** What to produce **
Return only those lines of the records below in which "rows" appears.

** Entries provided **
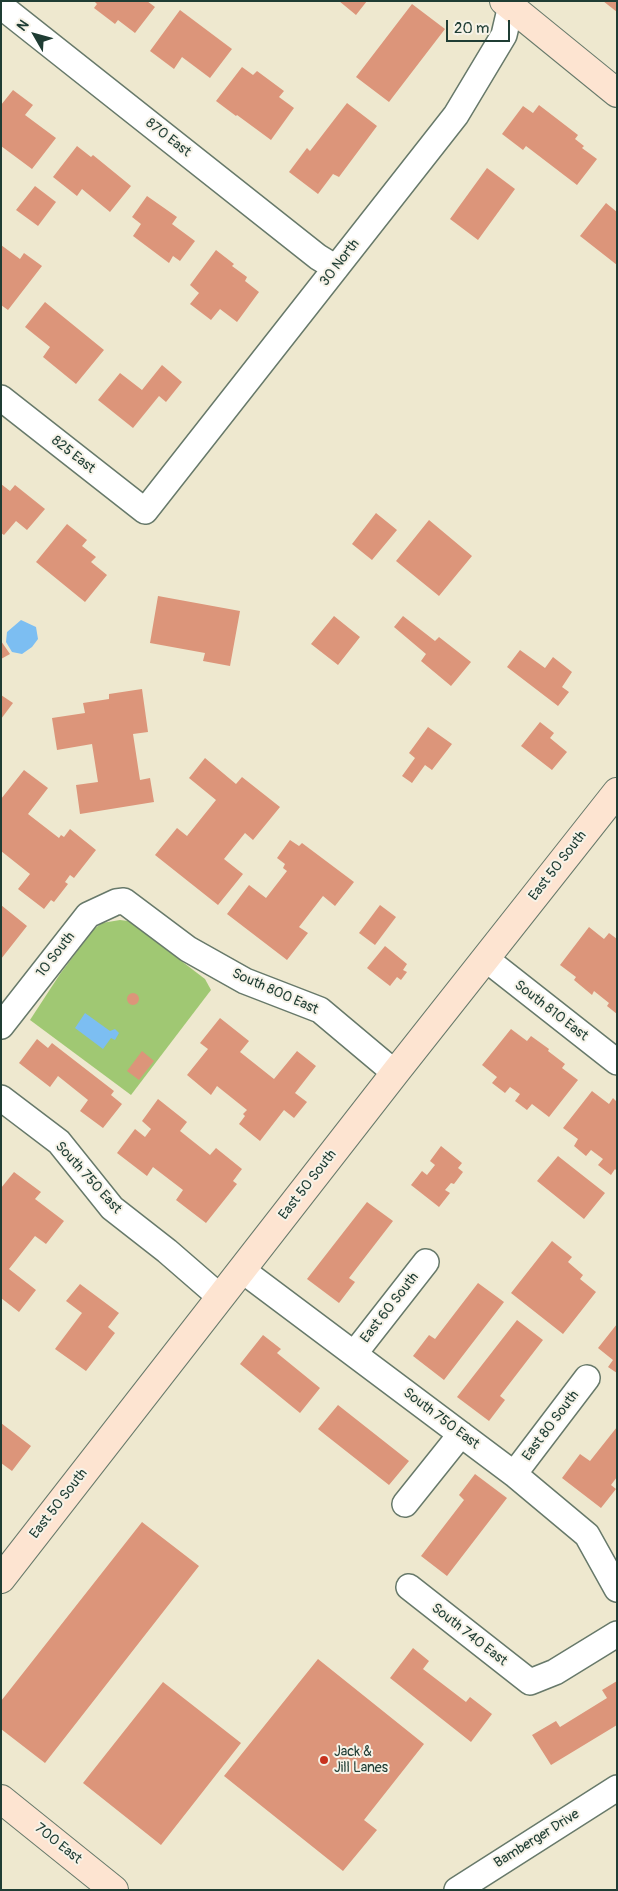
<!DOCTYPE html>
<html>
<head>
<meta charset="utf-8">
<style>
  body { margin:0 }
  #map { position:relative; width:618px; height:1891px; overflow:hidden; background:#eee8cf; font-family:Pangolin,sans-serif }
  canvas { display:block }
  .frame { position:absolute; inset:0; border:2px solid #1f3d34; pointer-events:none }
  .north { position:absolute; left:10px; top:10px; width:50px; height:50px; -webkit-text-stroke:4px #f7f3e8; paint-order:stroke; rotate:308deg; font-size:14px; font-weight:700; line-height:20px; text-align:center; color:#1f3d34 }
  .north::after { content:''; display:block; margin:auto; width:18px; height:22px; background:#1f3d34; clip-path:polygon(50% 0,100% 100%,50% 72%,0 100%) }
  .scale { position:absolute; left:446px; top:20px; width:64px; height:22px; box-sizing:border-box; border:2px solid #1f3d34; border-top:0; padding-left:6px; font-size:15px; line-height:18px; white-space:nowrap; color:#1f3d34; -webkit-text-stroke:4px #f7f3e8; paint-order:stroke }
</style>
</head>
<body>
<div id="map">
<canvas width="618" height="1891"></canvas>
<div class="frame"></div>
<div class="north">N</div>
<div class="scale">20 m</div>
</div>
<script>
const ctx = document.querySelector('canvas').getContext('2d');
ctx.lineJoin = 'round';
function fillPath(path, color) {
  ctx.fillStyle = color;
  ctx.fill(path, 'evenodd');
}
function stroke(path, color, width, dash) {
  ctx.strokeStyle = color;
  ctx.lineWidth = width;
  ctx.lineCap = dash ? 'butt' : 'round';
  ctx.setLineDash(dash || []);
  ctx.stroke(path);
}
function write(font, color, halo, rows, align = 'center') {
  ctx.font = font + ' Pangolin,sans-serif';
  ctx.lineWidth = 4;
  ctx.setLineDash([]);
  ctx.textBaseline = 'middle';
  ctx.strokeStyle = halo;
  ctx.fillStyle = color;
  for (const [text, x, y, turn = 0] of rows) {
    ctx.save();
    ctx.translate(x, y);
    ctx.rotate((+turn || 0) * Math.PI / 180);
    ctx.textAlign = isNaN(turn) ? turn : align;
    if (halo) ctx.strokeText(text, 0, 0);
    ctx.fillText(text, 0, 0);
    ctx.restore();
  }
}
fillPath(new Path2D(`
  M120 920 128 921 138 928 205 979 211 990 131 1095 30 1020 60 974 94 929 102 923Z`), '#a0c873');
fillPath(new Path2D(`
  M21 620 36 627 38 639 32 647 22 654 12 652 6 642 7 632Z
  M85 1013 110 1031 115 1029 119 1033 115 1040 111 1038 103 1049 75 1028Z`), '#7cbef2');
fillPath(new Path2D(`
  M94 1H147L155 7 135 33 118 20 115 24 94 8 97 4Z
  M339 1H367L356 15Z
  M603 1H617V12Z
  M412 4 445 29 389 102 356 77Z
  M180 10 232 49 210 78 182 57 174 69 150 51Z
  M242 67 253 75 257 71 284 91 279 97 294 108 271 140 237 115 236 116 216 101Z
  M13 90 33 105 25 115 56 138 32 169 1 146V105Z
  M347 103 377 126 339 177 333 174 318 194 289 172 307 148 310 151Z
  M539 105 578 135 575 139 584 146 582 148 597 159 577 185 526 146 523 150 502 134 523 106 533 113Z
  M77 146 91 157 93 155 131 186 110 212 82 189 77 196 53 177Z
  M487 168 515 189 478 240 450 219Z
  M35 186 56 202 38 226 16 210Z
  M147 196 177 217 172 224 195 241 180 261 173 256 169 263 133 236 141 224 132 217Z
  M606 203 617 212V265L580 236Z
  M1 245 20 259 24 253 42 266 8 310 1 305Z
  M216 250 234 264 232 266 247 277 245 281 259 292 237 322 220 309 211 320 190 304 199 293 190 285Z
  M45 302 104 350 76 384 43 357 50 347 25 327Z
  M162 365 182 382 166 402 159 396 133 428 98 400 120 373 142 390Z
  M1 484 10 491 15 485 45 509 27 530 16 521 4 535 1 533Z
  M376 513 397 530 372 560 352 544Z
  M429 520 472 556 439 596 396 561Z
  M67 524 87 540 82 546 96 557 91 562 107 575 85 602 36 562Z
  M158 596 240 611 230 666 203 661 205 653 150 643Z
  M334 616 360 637 338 665 311 644Z
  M403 616 435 641 439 637 471 662 451 686 421 661 426 654 394 627Z
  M1 641 10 654 1 659Z
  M520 650 545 668 553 657 572 672 562 687 569 692 558 706 507 667Z
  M142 689 148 732 133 734 140 780 150 778 154 802 80 814 76 785 98 782 92 744 57 750 52 718 85 713 83 703 109 699V694Z
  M1 695 13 703 1 719Z
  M540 722 554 733 550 738 567 752 552 770 521 746Z
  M428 727 452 744 432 770 425 765 412 783 402 776 415 758 409 753Z
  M205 758 236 784 242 777 280 807 253 840 245 833 224 859 243 874 218 905 155 855 177 828 187 836 216 800 189 778Z
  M24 770 48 788 28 814 59 838 61 835 64 837 70 829 96 850 74 878 70 875 65 882 68 884 54 902 51 900 44 909 18 889 30 874 1 851V799Z
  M290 840 299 846 302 843 354 882 335 906 323 896 299 927 308 933 287 960 227 914 249 885 266 898 287 871 283 868 285 864 277 858Z
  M1 905 27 926 1 959Z
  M380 905 396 917 375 945 359 933Z
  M589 927 604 939 609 933 617 939V1014L607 1006 609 1003 594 991 592 995 574 980 576 977 560 965Z
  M385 946 407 964 403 970 407 972 401 980 397 977 390 986 367 968Z
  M127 999a6 6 0 1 1 12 0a6 6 0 1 1-12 0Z
  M220 1018 249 1041 240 1052 274 1079 297 1051 316 1066 295 1093 307 1102 294 1118 284 1110 260 1141 239 1124 245 1116 243 1114 247 1110 217 1086 211 1095 187 1075 208 1049 200 1043Z
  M511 1029 527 1041 531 1036 549 1049 548 1051 565 1064 562 1068 578 1080 549 1117 532 1104 527 1110 515 1101 520 1094 510 1087 505 1093 492 1083 497 1077 482 1065Z
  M37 1039 48 1048 52 1043 114 1091 111 1095 122 1104 103 1128 80 1111 88 1100 58 1076 50 1087 19 1063Z
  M142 1051 154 1061 139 1080 127 1071Z
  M592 1091 609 1104 613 1098 617 1102V1171L615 1169 611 1175 598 1165 603 1159 591 1150 586 1156 574 1146 578 1139 563 1128Z
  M158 1099 187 1122 180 1131 210 1155 216 1148 242 1169 233 1181 237 1184 206 1223 176 1200 183 1190 153 1167 147 1176 117 1153 135 1129 145 1137 151 1129 142 1121Z
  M441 1146 462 1163 458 1168 463 1172 454 1184 451 1183 445 1190 450 1193 439 1207 411 1185 422 1171 427 1175 435 1165 430 1161Z
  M558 1156 605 1193 584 1219 537 1181Z
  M14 1172 41 1192 35 1199 64 1221 46 1244 35 1236 9 1269 36 1290 19 1312 1 1298V1188Z
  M367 1202 393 1221 349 1278 355 1282 339 1303 307 1279Z
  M552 1241 572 1257 568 1262 583 1275 580 1279 596 1292 563 1334 511 1293Z
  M478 1283 504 1302 444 1380 413 1356 429 1335 435 1339Z
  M80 1284 119 1313 108 1327 115 1333 86 1371 55 1349 82 1313 66 1301Z
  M517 1320 543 1340 500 1396 505 1400 489 1421 457 1397Z
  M617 1324V1373L608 1367 613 1360 598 1348Z
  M263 1335 281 1349 277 1353 320 1388 300 1413 240 1364Z
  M338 1405 409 1461 389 1485 318 1429Z
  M1 1423 31 1446 12 1471 1 1463Z
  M617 1427V1477L611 1485 616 1489 601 1508 562 1478 580 1454 590 1461Z
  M475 1474 507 1498 447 1576 421 1556 464 1500 459 1495Z
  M142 1522 199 1566 45 1763 1 1729V1701Z
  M413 1648 429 1661 423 1669 466 1702 470 1697 492 1714 471 1742 390 1678Z
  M318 1659 424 1744 364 1820 377 1830 343 1871 224 1776Z
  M617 1681V1725L551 1765 532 1735 556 1721 560 1727 607 1698 602 1690Z
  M163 1682 241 1743 161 1845 83 1783Z`), '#dc957a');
const street = new Path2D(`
  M1 6 318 257 336 268
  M1 398 145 511 456 115 504 35 512 1
  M486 959 617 1062
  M1 1026 88 915 116 902 124 901 188 949 245 981 320 1010 395 1073
  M1 1098 59 1142 112 1208 167 1251 220 1297
  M242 1270 514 1474 587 1535 617 1589
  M354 1354 426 1262
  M514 1474 587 1378
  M405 1504 461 1434
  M409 1587 530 1682 555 1672 617 1634
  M457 1890 617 1788`);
const secondary = new Path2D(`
  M504 1 617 93
  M1 1579 395 1073 617 792
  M1 1799 114 1890`);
stroke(street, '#67796a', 28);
stroke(secondary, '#67796a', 30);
stroke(street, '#fff', 25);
stroke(secondary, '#fde4d1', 28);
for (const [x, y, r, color] of [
  [324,1760,5,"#c8321e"]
]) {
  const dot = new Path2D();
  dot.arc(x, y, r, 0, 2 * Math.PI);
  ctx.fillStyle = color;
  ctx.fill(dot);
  stroke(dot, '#f7f3e8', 2);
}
write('14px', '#1f3d34', '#f7f3e8', [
  ["870 East",168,138,38],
  ["30 North",340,263,-52],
  ["825 East",73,455,38],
  ["East 50 South",558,866,-52],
  ["10 South",56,955,-52],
  ["South 800 East",275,992,24],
  ["South 810 East",551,1011,38],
  ["South 750 East",88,1178,48],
  ["East 50 South",308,1185,-52],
  ["East 60 South",390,1308,-52],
  ["South 750 East",441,1419,37],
  ["East 80 South",551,1426,-53],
  ["East 50 South",59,1504,-52],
  ["South 740 East",469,1635,38],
  ["Bamberger Drive",537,1839,-32],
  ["700 East",58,1844,39]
]);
write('14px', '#1f3d34', '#f7f3e8', [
  ["Jack &",334,1752],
  ["Jill Lanes",334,1768]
], 'left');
</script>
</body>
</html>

** Solution for this task **
function write(font, color, halo, rows, align = 'center') {
  for (const [text, x, y, turn = 0] of rows) {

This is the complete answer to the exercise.